Items listed in a dataset
·····

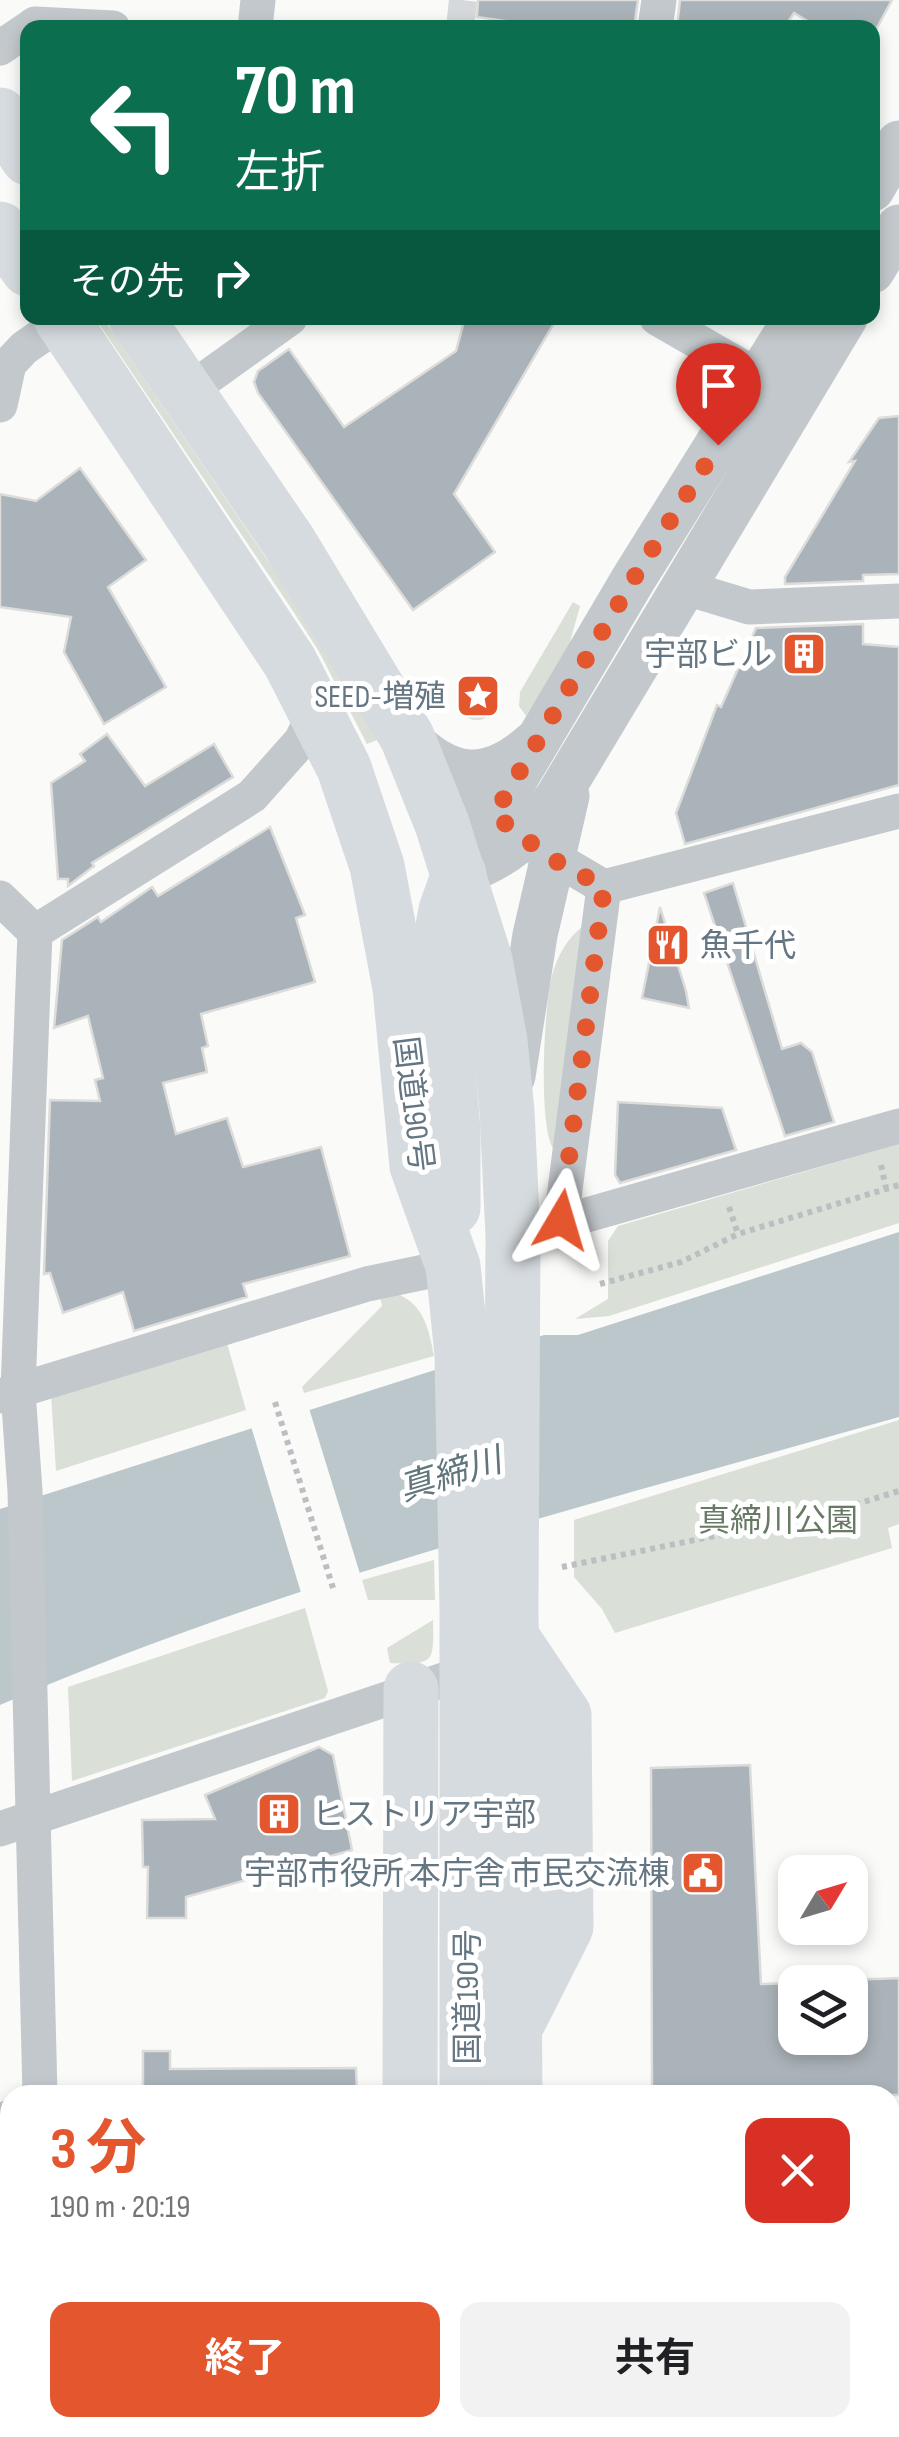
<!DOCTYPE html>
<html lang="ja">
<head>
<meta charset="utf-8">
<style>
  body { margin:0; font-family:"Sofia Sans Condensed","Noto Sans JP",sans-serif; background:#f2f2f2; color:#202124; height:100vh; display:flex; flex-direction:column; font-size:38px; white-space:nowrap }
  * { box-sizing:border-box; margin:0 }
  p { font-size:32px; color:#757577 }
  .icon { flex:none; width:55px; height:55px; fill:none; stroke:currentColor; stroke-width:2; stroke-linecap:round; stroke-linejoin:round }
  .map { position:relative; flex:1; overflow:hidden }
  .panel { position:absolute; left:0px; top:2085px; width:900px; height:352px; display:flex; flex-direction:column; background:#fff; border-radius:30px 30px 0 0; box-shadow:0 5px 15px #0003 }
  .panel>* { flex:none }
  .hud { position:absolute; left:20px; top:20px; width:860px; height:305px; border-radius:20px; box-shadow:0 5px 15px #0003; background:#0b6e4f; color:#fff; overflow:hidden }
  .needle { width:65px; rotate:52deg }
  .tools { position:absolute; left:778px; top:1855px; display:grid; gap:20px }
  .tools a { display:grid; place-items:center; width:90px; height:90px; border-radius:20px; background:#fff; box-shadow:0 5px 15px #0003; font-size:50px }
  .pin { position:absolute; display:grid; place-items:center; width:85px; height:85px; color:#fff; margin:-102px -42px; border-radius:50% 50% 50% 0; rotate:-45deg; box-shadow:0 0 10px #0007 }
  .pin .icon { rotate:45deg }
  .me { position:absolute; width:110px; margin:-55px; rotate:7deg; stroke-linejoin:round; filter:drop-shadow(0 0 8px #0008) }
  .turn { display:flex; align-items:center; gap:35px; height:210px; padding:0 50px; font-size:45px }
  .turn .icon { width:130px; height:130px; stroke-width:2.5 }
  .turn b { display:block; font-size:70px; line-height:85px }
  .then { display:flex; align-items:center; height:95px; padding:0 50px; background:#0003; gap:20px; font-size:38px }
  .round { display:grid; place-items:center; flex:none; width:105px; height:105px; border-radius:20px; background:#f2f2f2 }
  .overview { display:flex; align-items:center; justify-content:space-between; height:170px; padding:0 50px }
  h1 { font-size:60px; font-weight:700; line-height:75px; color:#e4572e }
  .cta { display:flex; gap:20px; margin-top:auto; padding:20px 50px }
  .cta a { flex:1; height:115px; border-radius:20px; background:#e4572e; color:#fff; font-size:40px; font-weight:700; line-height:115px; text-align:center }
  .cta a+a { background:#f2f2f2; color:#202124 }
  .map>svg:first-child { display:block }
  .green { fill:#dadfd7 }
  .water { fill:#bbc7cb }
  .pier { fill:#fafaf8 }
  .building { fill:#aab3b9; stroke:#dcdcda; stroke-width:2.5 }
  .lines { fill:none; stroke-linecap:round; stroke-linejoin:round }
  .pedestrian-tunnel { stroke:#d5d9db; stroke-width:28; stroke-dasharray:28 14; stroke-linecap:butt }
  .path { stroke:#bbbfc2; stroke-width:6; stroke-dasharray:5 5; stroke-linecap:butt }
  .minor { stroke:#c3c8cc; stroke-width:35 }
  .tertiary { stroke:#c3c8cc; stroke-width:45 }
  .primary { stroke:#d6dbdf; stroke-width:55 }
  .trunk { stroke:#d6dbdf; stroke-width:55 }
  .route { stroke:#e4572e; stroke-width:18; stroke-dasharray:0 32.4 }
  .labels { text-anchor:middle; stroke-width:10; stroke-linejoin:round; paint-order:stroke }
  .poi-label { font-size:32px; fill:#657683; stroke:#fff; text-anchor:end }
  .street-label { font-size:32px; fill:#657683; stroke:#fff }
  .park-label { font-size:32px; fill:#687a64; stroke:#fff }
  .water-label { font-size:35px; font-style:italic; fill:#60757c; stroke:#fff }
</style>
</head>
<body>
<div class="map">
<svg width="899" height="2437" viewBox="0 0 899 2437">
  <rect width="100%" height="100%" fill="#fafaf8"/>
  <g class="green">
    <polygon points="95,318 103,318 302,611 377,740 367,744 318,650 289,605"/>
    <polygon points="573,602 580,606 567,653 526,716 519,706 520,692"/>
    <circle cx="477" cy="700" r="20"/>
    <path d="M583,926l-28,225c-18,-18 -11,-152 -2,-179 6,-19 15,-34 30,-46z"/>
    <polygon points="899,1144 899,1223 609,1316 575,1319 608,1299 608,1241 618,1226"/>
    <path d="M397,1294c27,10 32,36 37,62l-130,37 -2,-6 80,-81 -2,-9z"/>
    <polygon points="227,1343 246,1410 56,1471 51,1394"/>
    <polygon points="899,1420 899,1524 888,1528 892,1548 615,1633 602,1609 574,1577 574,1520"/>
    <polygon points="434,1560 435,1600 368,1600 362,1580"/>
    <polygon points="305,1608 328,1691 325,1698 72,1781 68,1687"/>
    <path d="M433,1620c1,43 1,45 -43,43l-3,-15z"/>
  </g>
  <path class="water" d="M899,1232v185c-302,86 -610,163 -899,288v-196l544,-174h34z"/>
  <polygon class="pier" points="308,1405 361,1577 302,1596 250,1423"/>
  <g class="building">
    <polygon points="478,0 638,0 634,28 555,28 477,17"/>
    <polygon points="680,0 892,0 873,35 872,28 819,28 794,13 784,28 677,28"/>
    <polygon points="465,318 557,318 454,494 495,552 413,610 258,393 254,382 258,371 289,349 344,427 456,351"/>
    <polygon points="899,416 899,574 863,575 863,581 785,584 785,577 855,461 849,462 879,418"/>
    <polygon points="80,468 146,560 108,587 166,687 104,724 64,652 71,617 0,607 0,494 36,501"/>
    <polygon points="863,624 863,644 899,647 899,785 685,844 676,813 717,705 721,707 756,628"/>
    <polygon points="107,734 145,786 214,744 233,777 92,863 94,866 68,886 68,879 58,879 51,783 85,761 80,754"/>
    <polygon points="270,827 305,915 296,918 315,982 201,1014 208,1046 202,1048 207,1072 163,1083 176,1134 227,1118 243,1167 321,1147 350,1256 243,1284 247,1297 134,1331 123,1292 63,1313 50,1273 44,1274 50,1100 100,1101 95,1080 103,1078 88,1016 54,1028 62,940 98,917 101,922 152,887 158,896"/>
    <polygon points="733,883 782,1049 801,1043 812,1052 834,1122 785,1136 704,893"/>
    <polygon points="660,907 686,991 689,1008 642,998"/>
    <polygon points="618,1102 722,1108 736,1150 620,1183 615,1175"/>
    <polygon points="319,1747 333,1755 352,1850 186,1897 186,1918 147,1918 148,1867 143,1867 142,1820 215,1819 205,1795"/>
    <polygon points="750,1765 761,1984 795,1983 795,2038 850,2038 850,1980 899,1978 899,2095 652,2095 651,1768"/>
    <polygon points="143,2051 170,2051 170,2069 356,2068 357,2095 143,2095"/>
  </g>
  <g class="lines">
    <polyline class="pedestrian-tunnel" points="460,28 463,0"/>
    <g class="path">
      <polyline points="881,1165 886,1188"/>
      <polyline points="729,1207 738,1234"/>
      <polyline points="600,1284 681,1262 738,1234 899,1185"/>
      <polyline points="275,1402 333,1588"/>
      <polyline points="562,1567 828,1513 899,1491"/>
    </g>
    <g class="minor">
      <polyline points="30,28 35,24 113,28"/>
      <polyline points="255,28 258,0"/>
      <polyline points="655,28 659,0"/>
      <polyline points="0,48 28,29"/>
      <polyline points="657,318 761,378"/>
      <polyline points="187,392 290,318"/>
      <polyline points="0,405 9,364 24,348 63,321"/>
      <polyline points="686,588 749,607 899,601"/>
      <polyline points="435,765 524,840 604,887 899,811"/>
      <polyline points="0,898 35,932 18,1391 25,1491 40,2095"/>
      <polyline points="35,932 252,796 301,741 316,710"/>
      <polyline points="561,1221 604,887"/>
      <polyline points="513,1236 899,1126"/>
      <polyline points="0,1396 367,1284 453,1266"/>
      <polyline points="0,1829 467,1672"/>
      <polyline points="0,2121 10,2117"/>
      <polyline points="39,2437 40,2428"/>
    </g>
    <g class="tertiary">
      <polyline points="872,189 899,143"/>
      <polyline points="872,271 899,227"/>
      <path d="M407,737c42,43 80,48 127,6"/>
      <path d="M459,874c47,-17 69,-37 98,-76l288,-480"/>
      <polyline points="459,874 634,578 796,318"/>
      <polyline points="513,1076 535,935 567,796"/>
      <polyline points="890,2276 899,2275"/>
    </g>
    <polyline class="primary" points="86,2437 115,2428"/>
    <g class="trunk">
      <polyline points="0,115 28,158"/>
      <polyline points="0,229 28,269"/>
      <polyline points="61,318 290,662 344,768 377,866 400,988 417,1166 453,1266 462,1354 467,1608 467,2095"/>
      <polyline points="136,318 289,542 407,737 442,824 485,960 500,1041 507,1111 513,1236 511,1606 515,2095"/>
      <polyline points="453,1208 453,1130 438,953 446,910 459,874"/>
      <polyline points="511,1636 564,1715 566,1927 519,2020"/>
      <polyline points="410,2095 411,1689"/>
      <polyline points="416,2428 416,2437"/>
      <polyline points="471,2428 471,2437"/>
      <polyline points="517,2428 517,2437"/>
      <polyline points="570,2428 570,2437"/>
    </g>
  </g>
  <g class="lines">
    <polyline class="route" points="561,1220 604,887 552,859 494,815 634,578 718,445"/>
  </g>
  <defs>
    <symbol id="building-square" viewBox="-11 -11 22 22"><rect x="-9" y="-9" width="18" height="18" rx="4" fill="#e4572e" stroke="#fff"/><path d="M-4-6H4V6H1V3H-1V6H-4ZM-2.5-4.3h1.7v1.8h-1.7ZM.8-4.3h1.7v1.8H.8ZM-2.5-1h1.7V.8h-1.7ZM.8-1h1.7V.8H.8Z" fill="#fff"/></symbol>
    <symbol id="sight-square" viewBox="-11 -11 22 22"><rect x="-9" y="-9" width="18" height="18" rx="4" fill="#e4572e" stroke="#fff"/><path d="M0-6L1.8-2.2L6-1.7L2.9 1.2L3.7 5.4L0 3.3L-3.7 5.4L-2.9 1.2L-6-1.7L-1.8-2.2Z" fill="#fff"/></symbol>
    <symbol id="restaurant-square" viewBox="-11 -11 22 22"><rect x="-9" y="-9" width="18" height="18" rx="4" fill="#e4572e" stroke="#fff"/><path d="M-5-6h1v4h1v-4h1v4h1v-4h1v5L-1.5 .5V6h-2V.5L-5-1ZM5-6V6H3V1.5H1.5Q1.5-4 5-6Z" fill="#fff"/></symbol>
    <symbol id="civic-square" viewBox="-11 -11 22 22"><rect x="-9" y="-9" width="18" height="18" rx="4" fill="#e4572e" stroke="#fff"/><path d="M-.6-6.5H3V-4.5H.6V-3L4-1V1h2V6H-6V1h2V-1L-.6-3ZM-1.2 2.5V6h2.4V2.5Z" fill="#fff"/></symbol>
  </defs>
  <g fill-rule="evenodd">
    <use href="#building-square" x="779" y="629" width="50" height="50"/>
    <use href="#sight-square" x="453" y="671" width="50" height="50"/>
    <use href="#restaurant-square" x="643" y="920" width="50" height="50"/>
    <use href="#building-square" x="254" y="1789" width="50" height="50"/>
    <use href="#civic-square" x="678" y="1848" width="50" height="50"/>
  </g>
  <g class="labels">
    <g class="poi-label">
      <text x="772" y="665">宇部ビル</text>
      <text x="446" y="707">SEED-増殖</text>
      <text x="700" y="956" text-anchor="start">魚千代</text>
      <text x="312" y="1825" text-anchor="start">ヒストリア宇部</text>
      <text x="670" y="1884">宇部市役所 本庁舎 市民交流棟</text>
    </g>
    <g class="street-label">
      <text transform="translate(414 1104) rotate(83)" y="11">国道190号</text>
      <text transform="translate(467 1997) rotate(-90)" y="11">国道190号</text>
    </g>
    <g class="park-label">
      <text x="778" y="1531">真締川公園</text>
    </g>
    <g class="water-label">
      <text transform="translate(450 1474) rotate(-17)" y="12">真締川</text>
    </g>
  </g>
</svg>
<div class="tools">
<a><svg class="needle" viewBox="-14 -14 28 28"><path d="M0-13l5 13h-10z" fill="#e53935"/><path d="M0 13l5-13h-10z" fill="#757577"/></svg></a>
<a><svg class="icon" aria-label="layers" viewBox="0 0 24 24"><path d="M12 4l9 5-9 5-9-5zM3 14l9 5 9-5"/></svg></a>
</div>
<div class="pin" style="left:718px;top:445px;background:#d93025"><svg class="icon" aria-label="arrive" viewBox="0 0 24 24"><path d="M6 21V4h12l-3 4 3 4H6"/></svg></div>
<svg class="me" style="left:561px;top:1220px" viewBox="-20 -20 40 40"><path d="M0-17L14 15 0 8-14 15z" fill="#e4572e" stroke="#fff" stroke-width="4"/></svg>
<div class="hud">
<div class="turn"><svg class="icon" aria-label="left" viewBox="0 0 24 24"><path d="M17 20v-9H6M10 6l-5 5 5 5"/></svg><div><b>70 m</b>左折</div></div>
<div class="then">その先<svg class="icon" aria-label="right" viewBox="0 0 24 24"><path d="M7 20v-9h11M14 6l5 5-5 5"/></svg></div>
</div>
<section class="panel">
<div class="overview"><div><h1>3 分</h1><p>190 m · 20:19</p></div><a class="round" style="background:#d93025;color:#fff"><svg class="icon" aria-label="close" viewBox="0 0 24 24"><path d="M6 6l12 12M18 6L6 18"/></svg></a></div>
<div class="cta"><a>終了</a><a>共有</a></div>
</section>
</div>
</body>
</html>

·····

What needs to be done => Looking at the records above, which lines contain "overflow"? Copy those lines.

Solution to the exercise =>
  .map { position:relative; flex:1; overflow:hidden }
  .hud { position:absolute; left:20px; top:20px; width:860px; height:305px; border-radius:20px; box-shadow:0 5px 15px #0003; background:#0b6e4f; color:#fff; overflow:hidden }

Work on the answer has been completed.